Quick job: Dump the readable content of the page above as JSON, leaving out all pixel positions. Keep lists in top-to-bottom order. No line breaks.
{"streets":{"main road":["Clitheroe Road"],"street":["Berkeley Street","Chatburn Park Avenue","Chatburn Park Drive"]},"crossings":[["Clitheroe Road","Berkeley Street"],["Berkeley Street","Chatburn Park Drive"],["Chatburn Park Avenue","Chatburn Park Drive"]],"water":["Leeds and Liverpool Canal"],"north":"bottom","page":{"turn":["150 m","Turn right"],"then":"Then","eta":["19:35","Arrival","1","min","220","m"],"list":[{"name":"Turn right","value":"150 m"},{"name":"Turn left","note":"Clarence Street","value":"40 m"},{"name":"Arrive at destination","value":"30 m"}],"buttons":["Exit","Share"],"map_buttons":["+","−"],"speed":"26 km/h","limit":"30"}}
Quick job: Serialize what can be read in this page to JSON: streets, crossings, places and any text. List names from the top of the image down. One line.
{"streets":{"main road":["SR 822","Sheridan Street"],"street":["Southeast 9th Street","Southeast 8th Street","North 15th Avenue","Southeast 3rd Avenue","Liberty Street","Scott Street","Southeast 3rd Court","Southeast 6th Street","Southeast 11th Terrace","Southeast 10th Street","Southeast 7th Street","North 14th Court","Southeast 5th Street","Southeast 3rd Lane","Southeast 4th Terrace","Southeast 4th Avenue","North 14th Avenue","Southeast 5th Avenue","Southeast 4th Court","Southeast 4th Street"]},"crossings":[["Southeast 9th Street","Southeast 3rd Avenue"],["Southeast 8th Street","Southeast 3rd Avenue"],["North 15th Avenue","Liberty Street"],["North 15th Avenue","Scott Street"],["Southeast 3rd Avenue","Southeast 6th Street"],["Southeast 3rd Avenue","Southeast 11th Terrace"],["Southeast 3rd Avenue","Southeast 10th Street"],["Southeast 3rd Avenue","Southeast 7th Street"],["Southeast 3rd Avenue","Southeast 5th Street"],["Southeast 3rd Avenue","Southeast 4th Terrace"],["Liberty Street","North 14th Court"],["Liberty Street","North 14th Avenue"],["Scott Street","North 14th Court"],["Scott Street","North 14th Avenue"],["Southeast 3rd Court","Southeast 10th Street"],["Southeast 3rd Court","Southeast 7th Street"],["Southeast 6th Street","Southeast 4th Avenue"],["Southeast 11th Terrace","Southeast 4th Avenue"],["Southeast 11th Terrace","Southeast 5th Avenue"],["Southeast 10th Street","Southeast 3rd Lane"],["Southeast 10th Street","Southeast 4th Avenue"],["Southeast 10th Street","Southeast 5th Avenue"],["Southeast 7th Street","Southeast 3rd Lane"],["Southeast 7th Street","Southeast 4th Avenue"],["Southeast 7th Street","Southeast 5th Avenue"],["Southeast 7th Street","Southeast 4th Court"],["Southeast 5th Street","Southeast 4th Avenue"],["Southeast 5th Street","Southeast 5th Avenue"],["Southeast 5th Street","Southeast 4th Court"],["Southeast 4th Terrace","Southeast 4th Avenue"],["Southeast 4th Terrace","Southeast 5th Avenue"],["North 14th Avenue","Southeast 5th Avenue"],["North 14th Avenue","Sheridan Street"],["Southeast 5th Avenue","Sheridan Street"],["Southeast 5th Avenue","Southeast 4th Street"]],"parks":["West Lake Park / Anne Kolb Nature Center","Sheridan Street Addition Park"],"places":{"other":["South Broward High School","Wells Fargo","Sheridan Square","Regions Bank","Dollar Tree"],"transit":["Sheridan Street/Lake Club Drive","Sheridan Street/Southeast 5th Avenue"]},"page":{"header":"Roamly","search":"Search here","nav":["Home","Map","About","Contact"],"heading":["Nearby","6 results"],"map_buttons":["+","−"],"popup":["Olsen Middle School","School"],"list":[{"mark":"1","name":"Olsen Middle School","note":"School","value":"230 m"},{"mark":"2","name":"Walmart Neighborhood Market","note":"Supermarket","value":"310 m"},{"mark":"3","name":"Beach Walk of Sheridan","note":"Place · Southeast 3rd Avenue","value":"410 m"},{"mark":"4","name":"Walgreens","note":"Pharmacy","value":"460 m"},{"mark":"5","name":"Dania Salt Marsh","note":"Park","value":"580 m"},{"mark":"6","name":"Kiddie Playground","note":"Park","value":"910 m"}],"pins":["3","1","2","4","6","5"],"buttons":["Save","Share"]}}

* * * * *

Return the whole listing, keeping every word as it is.

Quick job: Dump the readable content of the page above as JSON, leaving out all pixel positions. Keep lists in top-to-bottom order. No line breaks.
{"streets":{"main road":["Clitheroe Road"],"street":["Berkeley Street","Chatburn Park Avenue","Chatburn Park Drive"]},"crossings":[["Clitheroe Road","Berkeley Street"],["Berkeley Street","Chatburn Park Drive"],["Chatburn Park Avenue","Chatburn Park Drive"]],"water":["Leeds and Liverpool Canal"],"north":"bottom","page":{"turn":["150 m","Turn right"],"then":"Then","eta":["19:35","Arrival","1","min","220","m"],"list":[{"name":"Turn right","value":"150 m"},{"name":"Turn left","note":"Clarence Street","value":"40 m"},{"name":"Arrive at destination","value":"30 m"}],"buttons":["Exit","Share"],"map_buttons":["+","−"],"speed":"26 km/h","limit":"30"}}
Quick job: Serialize what can be read in this page to JSON: streets, crossings, places and any text. List names from the top of the image down. One line.
{"streets":{"main road":["SR 822","Sheridan Street"],"street":["Southeast 9th Street","Southeast 8th Street","North 15th Avenue","Southeast 3rd Avenue","Liberty Street","Scott Street","Southeast 3rd Court","Southeast 6th Street","Southeast 11th Terrace","Southeast 10th Street","Southeast 7th Street","North 14th Court","Southeast 5th Street","Southeast 3rd Lane","Southeast 4th Terrace","Southeast 4th Avenue","North 14th Avenue","Southeast 5th Avenue","Southeast 4th Court","Southeast 4th Street"]},"crossings":[["Southeast 9th Street","Southeast 3rd Avenue"],["Southeast 8th Street","Southeast 3rd Avenue"],["North 15th Avenue","Liberty Street"],["North 15th Avenue","Scott Street"],["Southeast 3rd Avenue","Southeast 6th Street"],["Southeast 3rd Avenue","Southeast 11th Terrace"],["Southeast 3rd Avenue","Southeast 10th Street"],["Southeast 3rd Avenue","Southeast 7th Street"],["Southeast 3rd Avenue","Southeast 5th Street"],["Southeast 3rd Avenue","Southeast 4th Terrace"],["Liberty Street","North 14th Court"],["Liberty Street","North 14th Avenue"],["Scott Street","North 14th Court"],["Scott Street","North 14th Avenue"],["Southeast 3rd Court","Southeast 10th Street"],["Southeast 3rd Court","Southeast 7th Street"],["Southeast 6th Street","Southeast 4th Avenue"],["Southeast 11th Terrace","Southeast 4th Avenue"],["Southeast 11th Terrace","Southeast 5th Avenue"],["Southeast 10th Street","Southeast 3rd Lane"],["Southeast 10th Street","Southeast 4th Avenue"],["Southeast 10th Street","Southeast 5th Avenue"],["Southeast 7th Street","Southeast 3rd Lane"],["Southeast 7th Street","Southeast 4th Avenue"],["Southeast 7th Street","Southeast 5th Avenue"],["Southeast 7th Street","Southeast 4th Court"],["Southeast 5th Street","Southeast 4th Avenue"],["Southeast 5th Street","Southeast 5th Avenue"],["Southeast 5th Street","Southeast 4th Court"],["Southeast 4th Terrace","Southeast 4th Avenue"],["Southeast 4th Terrace","Southeast 5th Avenue"],["North 14th Avenue","Southeast 5th Avenue"],["North 14th Avenue","Sheridan Street"],["Southeast 5th Avenue","Sheridan Street"],["Southeast 5th Avenue","Southeast 4th Street"]],"parks":["West Lake Park / Anne Kolb Nature Center","Sheridan Street Addition Park"],"places":{"other":["South Broward High School","Wells Fargo","Sheridan Square","Regions Bank","Dollar Tree"],"transit":["Sheridan Street/Lake Club Drive","Sheridan Street/Southeast 5th Avenue"]},"page":{"header":"Roamly","search":"Search here","nav":["Home","Map","About","Contact"],"heading":["Nearby","6 results"],"map_buttons":["+","−"],"popup":["Olsen Middle School","School"],"list":[{"mark":"1","name":"Olsen Middle School","note":"School","value":"230 m"},{"mark":"2","name":"Walmart Neighborhood Market","note":"Supermarket","value":"310 m"},{"mark":"3","name":"Beach Walk of Sheridan","note":"Place · Southeast 3rd Avenue","value":"410 m"},{"mark":"4","name":"Walgreens","note":"Pharmacy","value":"460 m"},{"mark":"5","name":"Dania Salt Marsh","note":"Park","value":"580 m"},{"mark":"6","name":"Kiddie Playground","note":"Park","value":"910 m"}],"pins":["3","1","2","4","6","5"],"buttons":["Save","Share"]}}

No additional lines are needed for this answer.